Cleft Surgery in Local and International medical missions
It takes as little as 45 minutes to perform a safe, effective reconstructive surgery that can change a child’s life forever. Our patients receive a thorough medical screening to ensure they are healthy enough for surgery, as well as critical follow-up care.
Since Operation Smile was founded, we’ve provided thousands of free, effective, safe surgeries to children and adults in 42 countries.
Training and Education
Our global medical leadership teams design and deliver hands-on education programmes to train thousands of local medical professionals, so they can provide treatment within their own communities and share their expertise.
– Dr. Ruben Ayala, Operation Smile Senior Vice President of Medical Affairs, United States
Operation Smile is known for the free reconstructive surgeries we provide for patients with facial conditions, especially cleft lip and cleft palate. But cleft care goes beyond surgery. It involves many additional components from finding the patients and making sure they survive the first months of their lives thereby ensuring their fitness for surgery, to ensuring they arrive safely at the mission site and are guided through the frightening experience of having surgery. Finally it involves providing the follow up care that ensures a beautifully healed smile. Our teams around the world make patient safety and experience a top priority through this patient-centered care.

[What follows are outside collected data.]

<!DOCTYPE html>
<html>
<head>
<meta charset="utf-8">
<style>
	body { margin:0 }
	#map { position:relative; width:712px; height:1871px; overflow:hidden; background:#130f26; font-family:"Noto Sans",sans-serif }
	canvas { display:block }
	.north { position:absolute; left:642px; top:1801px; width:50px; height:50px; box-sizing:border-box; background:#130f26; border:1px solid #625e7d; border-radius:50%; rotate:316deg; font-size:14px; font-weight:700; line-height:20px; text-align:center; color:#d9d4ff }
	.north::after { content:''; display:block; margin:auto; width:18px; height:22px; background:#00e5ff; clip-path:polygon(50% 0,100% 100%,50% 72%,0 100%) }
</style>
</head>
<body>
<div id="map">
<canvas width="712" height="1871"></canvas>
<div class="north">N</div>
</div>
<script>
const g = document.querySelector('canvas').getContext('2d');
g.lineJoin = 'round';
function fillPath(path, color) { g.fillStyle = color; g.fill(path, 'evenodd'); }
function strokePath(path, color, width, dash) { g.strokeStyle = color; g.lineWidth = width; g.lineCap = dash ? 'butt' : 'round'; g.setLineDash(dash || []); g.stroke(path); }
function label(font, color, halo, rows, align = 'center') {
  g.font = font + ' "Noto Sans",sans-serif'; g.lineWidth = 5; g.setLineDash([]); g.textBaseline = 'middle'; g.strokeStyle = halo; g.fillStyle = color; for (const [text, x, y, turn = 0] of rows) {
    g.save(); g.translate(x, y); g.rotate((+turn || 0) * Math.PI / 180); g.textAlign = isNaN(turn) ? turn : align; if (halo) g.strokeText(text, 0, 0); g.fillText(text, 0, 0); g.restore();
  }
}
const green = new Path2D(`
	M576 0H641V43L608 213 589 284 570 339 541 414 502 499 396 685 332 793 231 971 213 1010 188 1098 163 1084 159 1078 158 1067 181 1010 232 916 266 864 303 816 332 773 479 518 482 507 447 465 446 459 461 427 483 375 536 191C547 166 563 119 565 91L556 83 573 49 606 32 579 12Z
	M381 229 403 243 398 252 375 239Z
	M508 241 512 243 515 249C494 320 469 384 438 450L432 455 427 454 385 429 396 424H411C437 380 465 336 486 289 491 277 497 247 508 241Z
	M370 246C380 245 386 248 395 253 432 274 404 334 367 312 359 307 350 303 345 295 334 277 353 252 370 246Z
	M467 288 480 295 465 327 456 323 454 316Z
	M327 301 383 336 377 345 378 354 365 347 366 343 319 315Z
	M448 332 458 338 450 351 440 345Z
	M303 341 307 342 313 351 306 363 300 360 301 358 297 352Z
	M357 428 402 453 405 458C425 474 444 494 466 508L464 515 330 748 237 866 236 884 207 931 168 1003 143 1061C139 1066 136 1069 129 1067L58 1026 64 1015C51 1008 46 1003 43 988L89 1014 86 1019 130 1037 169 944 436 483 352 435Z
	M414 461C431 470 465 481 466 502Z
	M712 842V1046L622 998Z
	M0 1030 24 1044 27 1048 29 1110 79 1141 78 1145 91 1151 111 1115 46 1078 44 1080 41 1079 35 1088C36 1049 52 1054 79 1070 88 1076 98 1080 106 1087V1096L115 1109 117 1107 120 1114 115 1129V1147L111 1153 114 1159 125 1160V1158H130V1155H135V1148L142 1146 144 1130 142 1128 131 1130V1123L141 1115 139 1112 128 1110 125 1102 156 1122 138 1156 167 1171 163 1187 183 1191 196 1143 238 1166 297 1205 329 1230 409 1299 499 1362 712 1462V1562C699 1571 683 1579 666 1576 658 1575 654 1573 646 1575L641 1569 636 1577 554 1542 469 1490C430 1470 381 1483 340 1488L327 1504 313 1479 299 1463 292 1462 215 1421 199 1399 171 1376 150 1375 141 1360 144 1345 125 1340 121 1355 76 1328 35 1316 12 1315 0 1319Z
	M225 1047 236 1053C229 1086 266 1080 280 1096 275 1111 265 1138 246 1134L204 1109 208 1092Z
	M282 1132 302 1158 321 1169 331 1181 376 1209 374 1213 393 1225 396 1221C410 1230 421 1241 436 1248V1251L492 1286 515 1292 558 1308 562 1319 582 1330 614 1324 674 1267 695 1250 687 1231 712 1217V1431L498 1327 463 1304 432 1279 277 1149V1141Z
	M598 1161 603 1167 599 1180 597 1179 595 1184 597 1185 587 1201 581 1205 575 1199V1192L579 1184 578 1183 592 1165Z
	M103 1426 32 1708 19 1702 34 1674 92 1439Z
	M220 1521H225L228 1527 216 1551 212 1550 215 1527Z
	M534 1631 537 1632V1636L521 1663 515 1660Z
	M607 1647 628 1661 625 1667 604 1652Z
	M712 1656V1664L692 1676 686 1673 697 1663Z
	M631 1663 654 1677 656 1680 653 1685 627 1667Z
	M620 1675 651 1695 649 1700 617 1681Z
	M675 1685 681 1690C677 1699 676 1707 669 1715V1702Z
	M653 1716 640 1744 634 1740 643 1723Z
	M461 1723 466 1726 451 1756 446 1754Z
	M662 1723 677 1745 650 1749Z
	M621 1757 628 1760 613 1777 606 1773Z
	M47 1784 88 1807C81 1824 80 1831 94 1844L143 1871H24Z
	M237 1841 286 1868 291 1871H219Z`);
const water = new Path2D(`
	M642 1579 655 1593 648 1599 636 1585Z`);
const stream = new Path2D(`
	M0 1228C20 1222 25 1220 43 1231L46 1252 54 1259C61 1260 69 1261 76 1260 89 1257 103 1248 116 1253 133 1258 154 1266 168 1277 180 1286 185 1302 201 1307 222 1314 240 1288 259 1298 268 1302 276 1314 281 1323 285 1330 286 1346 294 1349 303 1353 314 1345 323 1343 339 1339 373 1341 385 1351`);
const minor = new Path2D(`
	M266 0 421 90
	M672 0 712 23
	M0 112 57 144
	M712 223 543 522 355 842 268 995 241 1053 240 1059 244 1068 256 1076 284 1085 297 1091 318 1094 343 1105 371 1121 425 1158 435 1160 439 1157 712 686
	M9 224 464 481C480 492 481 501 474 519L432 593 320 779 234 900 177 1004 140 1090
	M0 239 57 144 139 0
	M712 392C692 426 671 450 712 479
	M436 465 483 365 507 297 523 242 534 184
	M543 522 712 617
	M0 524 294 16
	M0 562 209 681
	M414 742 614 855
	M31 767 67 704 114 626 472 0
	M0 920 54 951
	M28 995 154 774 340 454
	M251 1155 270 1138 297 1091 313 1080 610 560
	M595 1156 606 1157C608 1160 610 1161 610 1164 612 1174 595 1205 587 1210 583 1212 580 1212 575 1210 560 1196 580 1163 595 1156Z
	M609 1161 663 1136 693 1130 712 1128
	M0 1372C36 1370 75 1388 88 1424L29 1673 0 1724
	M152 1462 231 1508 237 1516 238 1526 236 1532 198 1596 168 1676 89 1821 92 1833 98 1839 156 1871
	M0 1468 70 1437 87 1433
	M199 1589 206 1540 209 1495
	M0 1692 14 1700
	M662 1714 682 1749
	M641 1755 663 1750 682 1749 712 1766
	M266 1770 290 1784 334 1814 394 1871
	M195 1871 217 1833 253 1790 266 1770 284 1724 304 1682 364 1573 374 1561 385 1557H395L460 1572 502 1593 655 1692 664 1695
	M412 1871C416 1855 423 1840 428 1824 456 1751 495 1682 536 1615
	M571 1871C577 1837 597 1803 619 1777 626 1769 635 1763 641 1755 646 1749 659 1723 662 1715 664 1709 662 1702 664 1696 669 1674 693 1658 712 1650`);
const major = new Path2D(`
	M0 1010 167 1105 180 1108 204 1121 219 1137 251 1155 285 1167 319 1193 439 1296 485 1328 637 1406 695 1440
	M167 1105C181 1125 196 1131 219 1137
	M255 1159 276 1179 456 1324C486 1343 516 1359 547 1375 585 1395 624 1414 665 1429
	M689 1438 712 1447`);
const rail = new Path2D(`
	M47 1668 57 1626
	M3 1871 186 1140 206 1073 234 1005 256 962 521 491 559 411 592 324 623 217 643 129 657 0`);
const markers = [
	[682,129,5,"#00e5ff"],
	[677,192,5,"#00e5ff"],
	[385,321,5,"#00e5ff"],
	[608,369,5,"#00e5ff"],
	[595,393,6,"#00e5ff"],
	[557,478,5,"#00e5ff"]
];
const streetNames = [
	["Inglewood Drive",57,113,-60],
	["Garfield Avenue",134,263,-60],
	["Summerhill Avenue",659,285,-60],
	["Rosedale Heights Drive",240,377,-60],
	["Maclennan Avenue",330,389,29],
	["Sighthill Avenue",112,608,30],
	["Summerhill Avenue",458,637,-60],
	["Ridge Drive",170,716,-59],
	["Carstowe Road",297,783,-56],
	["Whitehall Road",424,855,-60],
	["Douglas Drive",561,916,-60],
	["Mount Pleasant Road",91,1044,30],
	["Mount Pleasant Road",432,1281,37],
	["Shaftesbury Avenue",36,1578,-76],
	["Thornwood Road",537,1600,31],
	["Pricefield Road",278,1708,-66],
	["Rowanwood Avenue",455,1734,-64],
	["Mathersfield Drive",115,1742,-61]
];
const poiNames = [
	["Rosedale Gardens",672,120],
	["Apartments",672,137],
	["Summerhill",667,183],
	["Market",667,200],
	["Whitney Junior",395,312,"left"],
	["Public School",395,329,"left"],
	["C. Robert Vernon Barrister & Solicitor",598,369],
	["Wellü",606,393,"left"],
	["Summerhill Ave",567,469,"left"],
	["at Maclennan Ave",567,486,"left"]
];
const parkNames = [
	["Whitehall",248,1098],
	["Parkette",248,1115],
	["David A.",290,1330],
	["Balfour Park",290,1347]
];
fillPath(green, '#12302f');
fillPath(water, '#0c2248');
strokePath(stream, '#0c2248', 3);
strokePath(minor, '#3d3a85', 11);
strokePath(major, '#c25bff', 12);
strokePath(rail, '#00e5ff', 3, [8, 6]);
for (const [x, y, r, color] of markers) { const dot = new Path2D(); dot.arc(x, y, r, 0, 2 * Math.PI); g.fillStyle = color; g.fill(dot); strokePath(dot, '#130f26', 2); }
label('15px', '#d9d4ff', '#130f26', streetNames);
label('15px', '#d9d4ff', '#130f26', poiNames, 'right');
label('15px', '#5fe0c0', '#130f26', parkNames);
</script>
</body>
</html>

Babies born with cleft struggle to feed correctly and usually become underweight, often with life-threatening malnutrition. Because of this, surgery is not safe for these babies, which is a huge blow to already desperate parents. These babies are underweight because of their cleft conditions, and unable to receive surgery. But without surgery they will be unable to feed properly. Hence they are caught in a vicious cycle with no escape.
Our teams provide nutrition supplements for malnourished children and organise various workshops on nutrition, healthy food, culinary demonstration, breastfeeding, and cup feeding, all in partnership with local organisations. In this way we break the cycle and provide a way for parents to ensure their babies are healthy enough for surgery.
Research on the causes of cleft
Operation Smile is currently conducting medical research to determine the causes and find cures for cleft conditions. This project, known as the International Family Study is led by Operation Smile academic partners at the University of Southern California and Children’s Hospital Los Angeles. The research uses genetic analysis, maternal and paternal questionnaires on environmental exposures and lifestyle habits. More than 15,000 individual saliva samples from a vast array of ethnicities and more than 7,000 families have been collected.
We believe this study allows us the opportunity to promote scientific research in heavily understudied populations, allowing them representation in the emerging field of genetic research to ultimately promote scientific discovery and methods for global health improvement.
Increasing Surgical Capacity
The health infrastructure in many countries is not currently equipped to meet the overwhelming surgical need, and in many cases the countries are facing a critical shortage of trained health care professionals.
In countries like Ethiopia or Madagascar, Operation Smile is addressing the immediate surgical needs through increased surgical programming and collaboration with local hospitals, government and non-governmental organisations.